China’s future as a value-added economy will not be served by an increasing array of taxes, quotas, and other restraints on exports of rare earth elements and other vital raw materials. Many of these restrictions may violate WTO rules and are inconsistent with China’s own voracious hunger for a host of raw materials and basic commodities needed to fuel growth. Perhaps more than any other country, China depends on imports of basic commodities and raw materials—iron, oil, coal, soy, and much more. If China is free to impose such export restrictions, its trading partners may also wish to do the same, which may hurt China in the long run.
Continuing to resist protectionism by complying with WTO rules and enhancing WTO commitments can help China immeasurably in making the shift up the global value chain. A number of China’s recent policy initiatives raise serious legal issues under WTO rules that invite recourse by other WTO members to dispute settlement. For example, Japan, the United States, and the European Union have stated that they will consider pursuing WTO dispute settlement if China continues policies that restrict exports of rare earth elements essential to manufacturing many high-tech products. In July 2010, the PRC Ministry of Commerce capped export quotas on China’s rare earth minerals for the second half of 2010—reducing exports by 72 percent over the same period in 2009. Binding dispute settlement decisions could compel China to reconsider the discriminatory aspects of the rare earth restrictions and other recent initiatives under legal threat of economic sanctions by other WTO members.

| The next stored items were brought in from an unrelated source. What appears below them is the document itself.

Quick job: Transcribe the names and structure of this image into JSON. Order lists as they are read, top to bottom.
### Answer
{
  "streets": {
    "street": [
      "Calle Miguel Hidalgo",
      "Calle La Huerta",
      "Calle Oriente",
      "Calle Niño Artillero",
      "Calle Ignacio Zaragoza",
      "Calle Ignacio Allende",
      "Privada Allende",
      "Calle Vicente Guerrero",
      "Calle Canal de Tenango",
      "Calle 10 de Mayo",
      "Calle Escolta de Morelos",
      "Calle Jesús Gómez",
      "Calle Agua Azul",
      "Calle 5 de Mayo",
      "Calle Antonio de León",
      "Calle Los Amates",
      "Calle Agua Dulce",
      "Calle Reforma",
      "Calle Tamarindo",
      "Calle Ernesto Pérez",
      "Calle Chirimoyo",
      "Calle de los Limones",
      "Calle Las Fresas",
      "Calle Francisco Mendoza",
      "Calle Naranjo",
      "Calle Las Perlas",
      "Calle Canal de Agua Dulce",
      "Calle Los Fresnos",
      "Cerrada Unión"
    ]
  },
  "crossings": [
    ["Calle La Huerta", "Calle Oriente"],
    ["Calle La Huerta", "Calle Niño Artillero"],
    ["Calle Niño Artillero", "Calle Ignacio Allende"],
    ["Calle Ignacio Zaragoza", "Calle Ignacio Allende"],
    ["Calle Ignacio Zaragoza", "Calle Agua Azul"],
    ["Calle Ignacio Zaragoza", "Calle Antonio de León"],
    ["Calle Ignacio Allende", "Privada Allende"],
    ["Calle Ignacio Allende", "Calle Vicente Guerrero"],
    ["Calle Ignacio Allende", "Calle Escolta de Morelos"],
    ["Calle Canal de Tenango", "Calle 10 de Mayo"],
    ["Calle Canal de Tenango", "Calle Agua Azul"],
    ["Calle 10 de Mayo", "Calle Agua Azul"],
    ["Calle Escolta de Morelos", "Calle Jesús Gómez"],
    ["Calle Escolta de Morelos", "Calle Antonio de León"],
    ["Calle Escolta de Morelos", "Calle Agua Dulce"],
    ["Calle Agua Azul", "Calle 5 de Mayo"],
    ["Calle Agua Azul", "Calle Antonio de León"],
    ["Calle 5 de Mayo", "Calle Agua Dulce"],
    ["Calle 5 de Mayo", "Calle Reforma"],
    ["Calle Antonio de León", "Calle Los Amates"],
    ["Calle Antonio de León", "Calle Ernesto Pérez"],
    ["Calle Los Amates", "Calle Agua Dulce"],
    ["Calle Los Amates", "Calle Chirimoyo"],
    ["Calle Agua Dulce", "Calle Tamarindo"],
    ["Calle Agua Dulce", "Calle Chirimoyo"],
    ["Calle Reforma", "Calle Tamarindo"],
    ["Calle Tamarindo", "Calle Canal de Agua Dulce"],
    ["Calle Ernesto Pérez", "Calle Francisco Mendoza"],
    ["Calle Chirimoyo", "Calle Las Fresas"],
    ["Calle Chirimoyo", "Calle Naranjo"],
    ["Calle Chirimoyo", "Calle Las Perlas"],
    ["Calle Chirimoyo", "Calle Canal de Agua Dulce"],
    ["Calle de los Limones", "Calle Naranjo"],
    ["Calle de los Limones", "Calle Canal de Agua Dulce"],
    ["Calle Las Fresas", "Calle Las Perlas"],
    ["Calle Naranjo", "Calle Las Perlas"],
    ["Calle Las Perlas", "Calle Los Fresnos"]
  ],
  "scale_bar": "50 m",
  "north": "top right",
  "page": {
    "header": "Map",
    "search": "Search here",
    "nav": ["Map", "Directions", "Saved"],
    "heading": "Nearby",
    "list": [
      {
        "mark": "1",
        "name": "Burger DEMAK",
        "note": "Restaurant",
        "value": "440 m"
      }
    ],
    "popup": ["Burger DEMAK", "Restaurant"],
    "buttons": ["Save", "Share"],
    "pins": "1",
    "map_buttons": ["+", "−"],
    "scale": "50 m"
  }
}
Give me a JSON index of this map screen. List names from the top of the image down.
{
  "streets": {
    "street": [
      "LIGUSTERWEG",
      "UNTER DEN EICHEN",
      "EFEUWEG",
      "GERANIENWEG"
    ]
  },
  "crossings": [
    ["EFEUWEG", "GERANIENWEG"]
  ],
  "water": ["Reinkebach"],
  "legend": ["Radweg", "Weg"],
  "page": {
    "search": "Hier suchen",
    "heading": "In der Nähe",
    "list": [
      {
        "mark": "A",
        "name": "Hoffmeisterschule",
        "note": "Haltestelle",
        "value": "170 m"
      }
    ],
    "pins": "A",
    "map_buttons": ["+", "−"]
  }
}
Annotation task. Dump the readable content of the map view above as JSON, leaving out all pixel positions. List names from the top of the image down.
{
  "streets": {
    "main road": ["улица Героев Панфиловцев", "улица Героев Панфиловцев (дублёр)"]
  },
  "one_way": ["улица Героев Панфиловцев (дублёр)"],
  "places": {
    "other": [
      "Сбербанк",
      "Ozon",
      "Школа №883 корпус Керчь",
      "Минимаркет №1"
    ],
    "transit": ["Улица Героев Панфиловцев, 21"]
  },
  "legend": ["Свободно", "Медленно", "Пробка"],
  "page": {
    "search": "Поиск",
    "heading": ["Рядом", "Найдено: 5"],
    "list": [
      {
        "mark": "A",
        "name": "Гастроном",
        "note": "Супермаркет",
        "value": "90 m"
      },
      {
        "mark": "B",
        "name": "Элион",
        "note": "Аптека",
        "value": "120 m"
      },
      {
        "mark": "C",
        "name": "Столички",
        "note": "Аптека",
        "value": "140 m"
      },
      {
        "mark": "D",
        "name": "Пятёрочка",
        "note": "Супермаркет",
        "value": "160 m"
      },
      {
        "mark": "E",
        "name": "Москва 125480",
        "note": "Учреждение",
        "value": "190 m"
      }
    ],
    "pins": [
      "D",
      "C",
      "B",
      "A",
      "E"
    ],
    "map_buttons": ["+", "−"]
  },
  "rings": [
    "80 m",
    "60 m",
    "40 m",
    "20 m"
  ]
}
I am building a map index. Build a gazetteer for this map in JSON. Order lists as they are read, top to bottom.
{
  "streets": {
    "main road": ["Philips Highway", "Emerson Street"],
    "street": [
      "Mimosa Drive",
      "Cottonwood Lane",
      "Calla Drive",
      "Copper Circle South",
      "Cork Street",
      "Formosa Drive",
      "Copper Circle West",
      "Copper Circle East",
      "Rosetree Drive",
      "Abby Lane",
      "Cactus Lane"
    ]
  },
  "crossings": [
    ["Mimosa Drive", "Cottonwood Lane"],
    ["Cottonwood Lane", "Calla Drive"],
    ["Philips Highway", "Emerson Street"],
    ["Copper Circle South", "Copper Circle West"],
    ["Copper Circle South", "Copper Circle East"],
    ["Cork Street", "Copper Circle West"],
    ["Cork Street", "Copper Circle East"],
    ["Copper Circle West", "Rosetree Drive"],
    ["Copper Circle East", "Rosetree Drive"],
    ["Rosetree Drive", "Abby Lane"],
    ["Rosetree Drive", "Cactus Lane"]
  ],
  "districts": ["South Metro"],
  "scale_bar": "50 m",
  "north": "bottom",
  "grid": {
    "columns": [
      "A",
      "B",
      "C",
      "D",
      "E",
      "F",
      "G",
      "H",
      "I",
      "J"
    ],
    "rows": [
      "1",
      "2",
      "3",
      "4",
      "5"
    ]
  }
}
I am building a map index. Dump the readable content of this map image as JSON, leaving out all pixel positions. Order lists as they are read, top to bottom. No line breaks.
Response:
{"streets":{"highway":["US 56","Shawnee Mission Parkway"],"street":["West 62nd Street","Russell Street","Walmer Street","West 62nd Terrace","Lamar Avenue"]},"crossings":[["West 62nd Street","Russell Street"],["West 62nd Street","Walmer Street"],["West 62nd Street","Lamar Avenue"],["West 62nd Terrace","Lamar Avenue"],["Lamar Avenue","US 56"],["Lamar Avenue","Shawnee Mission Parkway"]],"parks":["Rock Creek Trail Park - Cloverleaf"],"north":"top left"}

Compliance with existing WTO rules can help China make needed reforms domestically, and the negotiation of new WTO agreements that address additional trade and investment concerns can spur changes in China that will make Chinese products even more competitive internationally. Foreigners tend not to appreciate how much China has changed domestically in the past decade in an effort to comply with WTO obligations, and many Chinese tend not to appreciate how much more must still be done.
China and its future in the WTO
The ingenuity of the Chinese people is known throughout the world. But to advance by moving up the global value chain, the Chinese must continue to work side by side with others who share their hopes for China’s future. To make the transition, China will need imported foreign products, the sophisticated skills of foreign service providers, the advanced technologies and economies of scale of foreign companies, and the long-term capital and managerial know-how of foreign investors. Such access can only be secured and sustained in a setting where they are treated fairly and without discrimination. Protectionism is always tempting, and it may appear to work in the short term. In the long term, however, protectionism does not work.
When opening China in 1978, Deng said he was “crossing the river by feeling for the stones.” Deng learned by doing. Following his example, China has learned much by doing in the years since economic reform began. Today, China must continue “feeling for the stones” in “crossing the river” to a shared and lasting prosperity.
James Bacchus is a former trade negotiator for the United States, a former member of the US Congress, and a former chairman of the Appellate Body of the World Trade Organization. He chairs the global practice of the Greenberg Traurig law firm and is based in Washington, DC.